Les acteurs directs et indirects de la révolution, toutes structures organisationnelles confondues, doivent se sentir en responsabilité d’être objectifs et cohérents dans leurs rendus sur le père de la révolution burkinabè. Malheureusement, cela ne semble pas être le cas pour beaucoup, qui, de bonne foi sans doute, animent la saison des fleurs, des lauriers, et poèmes édificateurs  de l’homme.

L’approche 360° pour traquer la vérité

En décidant d’adopter l’approche analyse 360°, nous souhaitons échapper à cette tétraplégie analytique qui dit une partie de la vérité et en réprime l’autre.

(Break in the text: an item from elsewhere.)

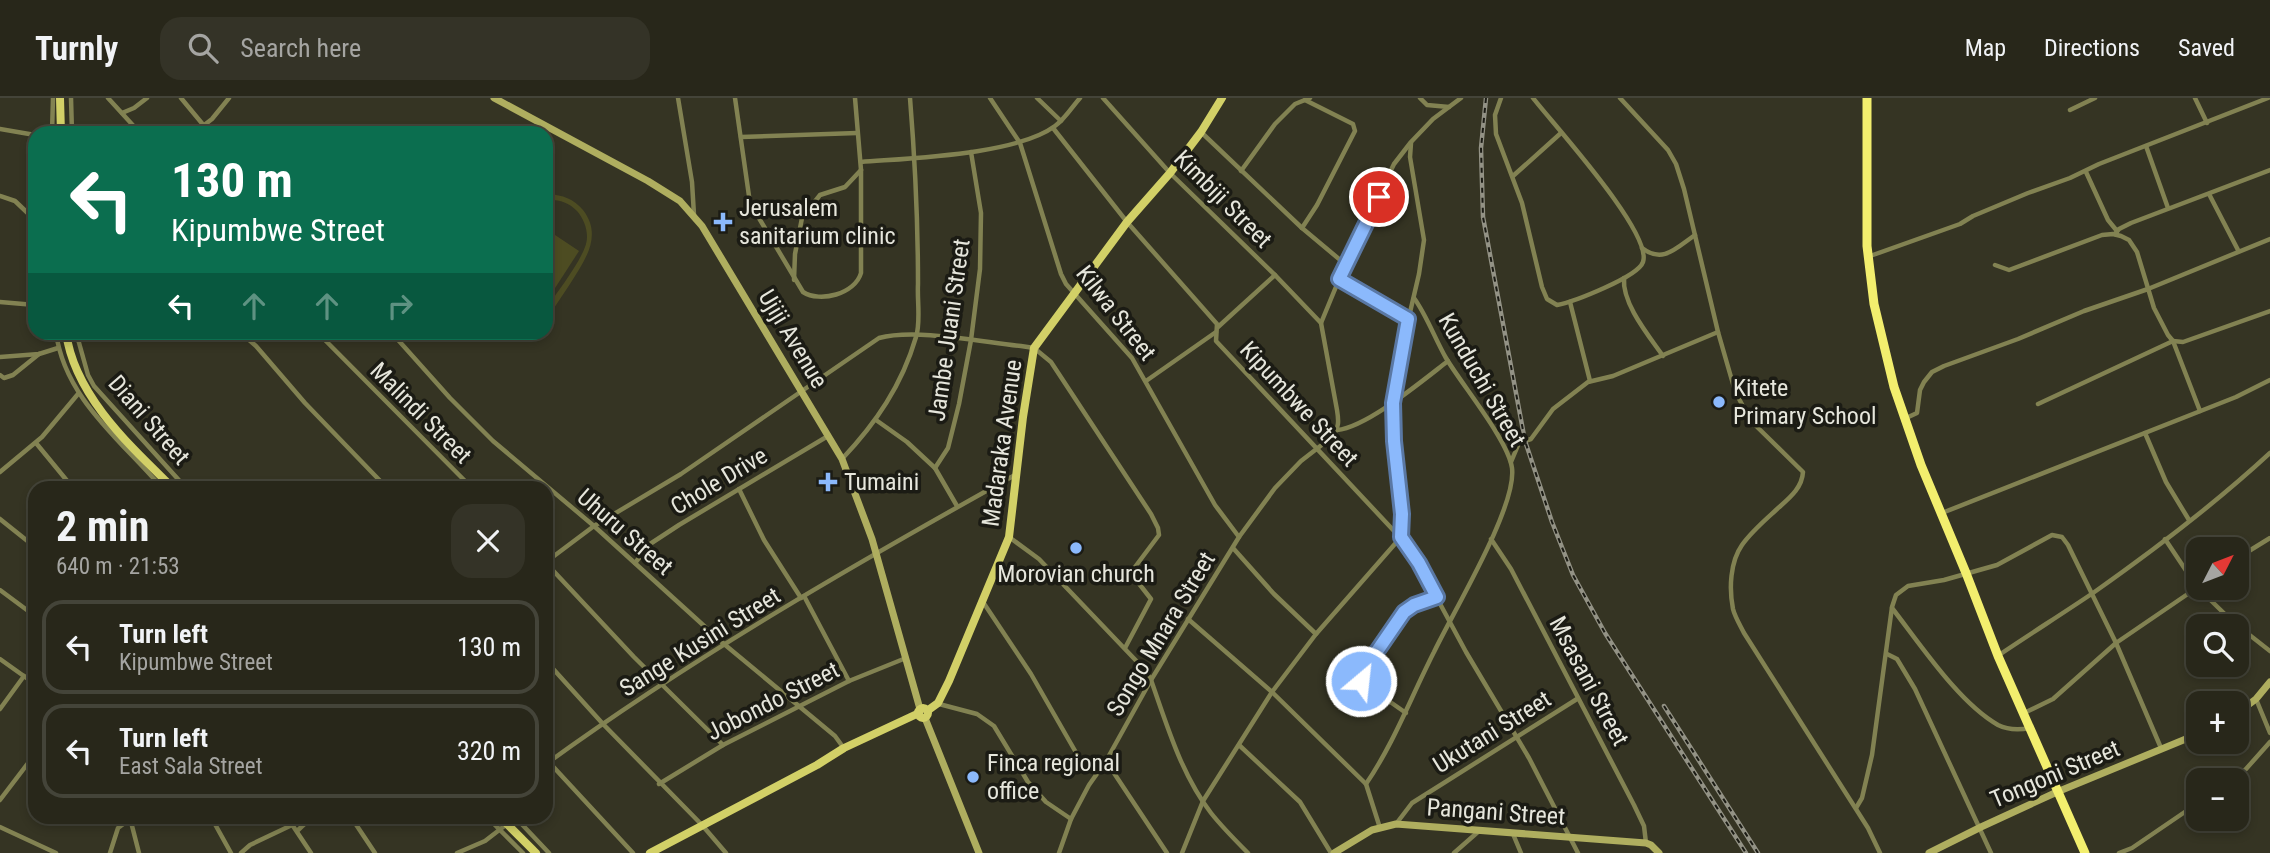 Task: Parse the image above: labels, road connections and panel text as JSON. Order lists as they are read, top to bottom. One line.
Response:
{"streets":{"main road":["Ujiji Avenue","Madaraka Avenue","Tongoni Street","Pangani Street"],"street":["Kimbiji Street","Kilwa Street","Jambe Juani Street","Kunduchi Street","Kipumbwe Street","Malindi Street","Diani Street","Chole Drive","Uhuru Street","Songo Mnara Street","Sange Kusini Street","Msasani Street","Jobondo Street","Ukutani Street"]},"crossings":[["Kimbiji Street","Madaraka Avenue"],["Kilwa Street","Madaraka Avenue"],["Kilwa Street","Songo Mnara Street"],["Ujiji Avenue","Chole Drive"],["Ujiji Avenue","Sange Kusini Street"],["Ujiji Avenue","Jobondo Street"],["Kunduchi Street","Kipumbwe Street"],["Kunduchi Street","Msasani Street"],["Kipumbwe Street","Madaraka Avenue"],["Kipumbwe Street","Songo Mnara Street"],["Kipumbwe Street","Ukutani Street"],["Kipumbwe Street","Pangani Street"],["Madaraka Avenue","Sange Kusini Street"],["Chole Drive","Uhuru Street"],["Uhuru Street","Sange Kusini Street"],["Uhuru Street","Jobondo Street"],["Msasani Street","Ukutani Street"],["Msasani Street","Pangani Street"],["Ukutani Street","Pangani Street"]],"places":{"health":["Jerusalem sanitarium clinic","Tumaini"],"other":["Kitete Primary School","Morovian church","Finca regional office"]},"north":"top right","page":{"header":"Turnly","search":"Search here","nav":["Map","Directions","Saved"],"turn":["130 m","Kipumbwe Street"],"heading":["2 min","640 m · 21:53"],"map_buttons":["+","−"],"list":[{"name":"Turn left","note":"Kipumbwe Street","value":"130 m"},{"name":"Turn left","note":"East Sala Street","value":"320 m"}]}}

Thomas Sankara face A et face B est un essai d’analyse qui ne revendique aucune vérité absolue, mais qui s’offre lucidement à vos critiques.

Notre parcours analytique tentera de répondre à cette question pendante : pourquoi cet homme reste-t-il aussi attractif et aussi populaire en Afrique ? Une attractivité et une popularité qui semblent dotées du don de capture du positif et de rejet du négatif. Est-il nécessaire de faire un sondage pour se rendre compte qu’il est incontestablement le héros africain le plus populaire, comparé à Nkrumah, Mandela, Lumumba et Ngouabi ? Comparaison assumée !

D’où vient le pouvoir iconique de cet homme plus fort mort que vivant, né sur la terre poussiéreuse de la Haute Volta, dont la prononciation du nom évoquait pauvreté, famine, misère, sécheresse et rareté ?

Au regard des enjeux qui entourent ce héros africain, il convient d’allumer le projecteur sur son parcours de dirigeant pour y lire ses forces et ses faiblesses, ses succès et ses échecs en vue d’échapper à sa déification que lui-même aurait trouvée réactionnaire.

Deux postulats clés pour la ligne de raisonnement

En guise de lanterne de notre analyse, deux postulats s’imposent.

La logique dissymétrique est le pire ennemi de la vérité. Cette logique est malheureusement le cheval de bataille de nombre d’analystes et appréciateurs de ce segment révolutionnaire de notre histoire. Les commis encenseurs sankaristes qui polluent la toile ne connaissant le Burkina que de nom, ont fini d’attribuer toutes les victoires de la révolution à son héros-leader, laissant les échecs à ses suiveurs comme les « CDR brouettes » ou encore les « réactionnaires et opportunistes infiltrés ».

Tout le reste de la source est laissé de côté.